About the Artwork
The work Bliss, by Brisbane-based Indigenous artist Fiona Foley, is a work concerned with the hidden history of settler and Indigenous relations in Queensland, and in particular, the 1897 Aboriginals Protection and Restriction of the Sale of Opium Act. This Act, and the part it played in the subjugation of Indigenous people in Queensland, through creating a dependency on narcotics, as well as the role that it played in the troubled relations between White, Asian and Indigenous peoples, has resulted in a major body of work by the artist.
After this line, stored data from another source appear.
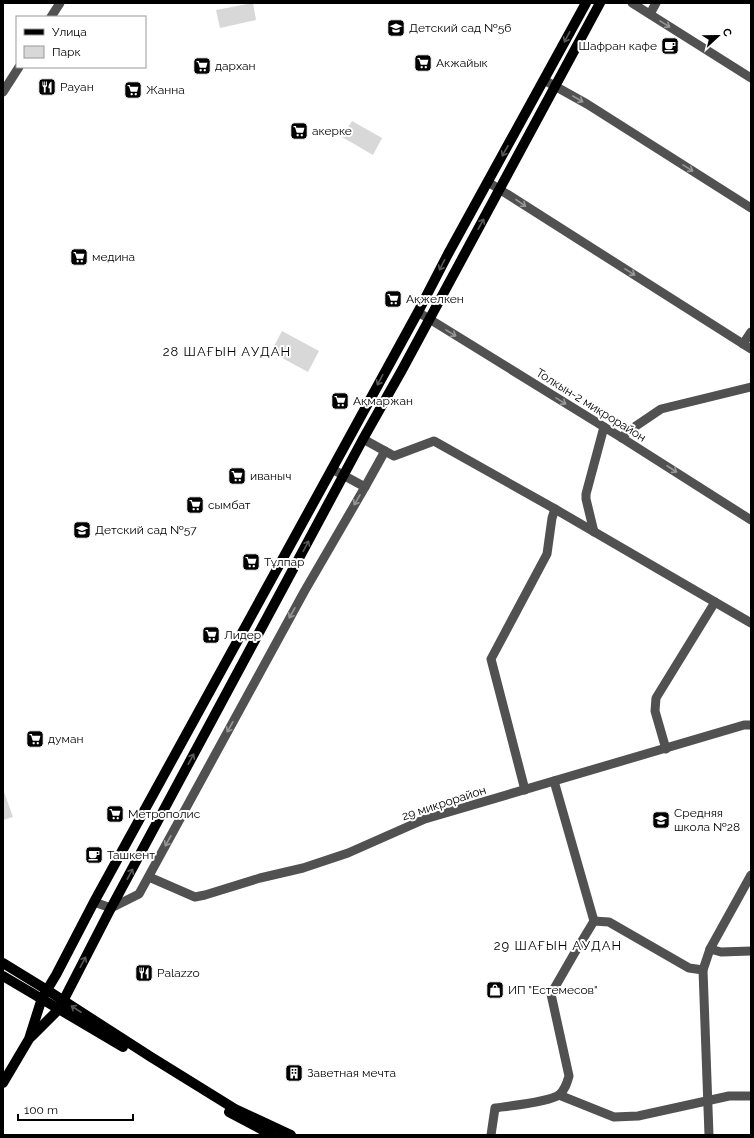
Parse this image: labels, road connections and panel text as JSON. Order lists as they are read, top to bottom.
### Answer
{
  "streets": {
    "street": ["Толкын-2 микрорайон", "29 микрорайон"]
  },
  "one_way": ["Толкын-2 микрорайон"],
  "districts": ["28 ШАҒЫН АУДАН", "29 ШАҒЫН АУДАН"],
  "places": {
    "school or university": ["Детский сад №56", "Детский сад №57", "Средняя школа №28"],
    "cafe": ["Шафран кафе", "Ташкент"],
    "supermarket": [
      "Акжайык",
      "дархан",
      "Жанна",
      "акерке",
      "медина",
      "Ақжелкен",
      "Ақмаржан",
      "иваныч",
      "сымбат",
      "Тұлпар",
      "Лидер",
      "думан",
      "Метрополис"
    ],
    "restaurant": ["Рауан", "Palazzo"],
    "shop": ["ИП \"Естемесов\""],
    "building": ["Заветная мечта"]
  },
  "legend": ["Улица", "Парк"],
  "scale_bar": "100 m",
  "north": "right"
}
A sense of opium’s hypnotic effects is elaborated upon by the rustling sounds and movement of poppy heads revolving on their stems, interspersed with short quotes from Rosalind Kidd’s book The Way We Civilise. This forensic archival study examines the disastrous consequences of benevolently intentioned projects that sought to reform Indigenous Australians from 1897 to 19881. Bliss’s vivid and dynamic footage of poppies grown on a Tasmanian plantation for medical purposes provokes contemplation on the nature of the ‘fix’ that addictive substances offer to individual and social conflicts.
For me, what I like to do is work with this material and put it out in the public arena and say, “Look at this. How are you engaging with this aspect of our history?” For a lot of people it is a huge eye-opener. I see my role really as an educator. Every time I insert into the public realm a work that involves a historical context or underpinning, it really is about educating Queenslanders about their own history.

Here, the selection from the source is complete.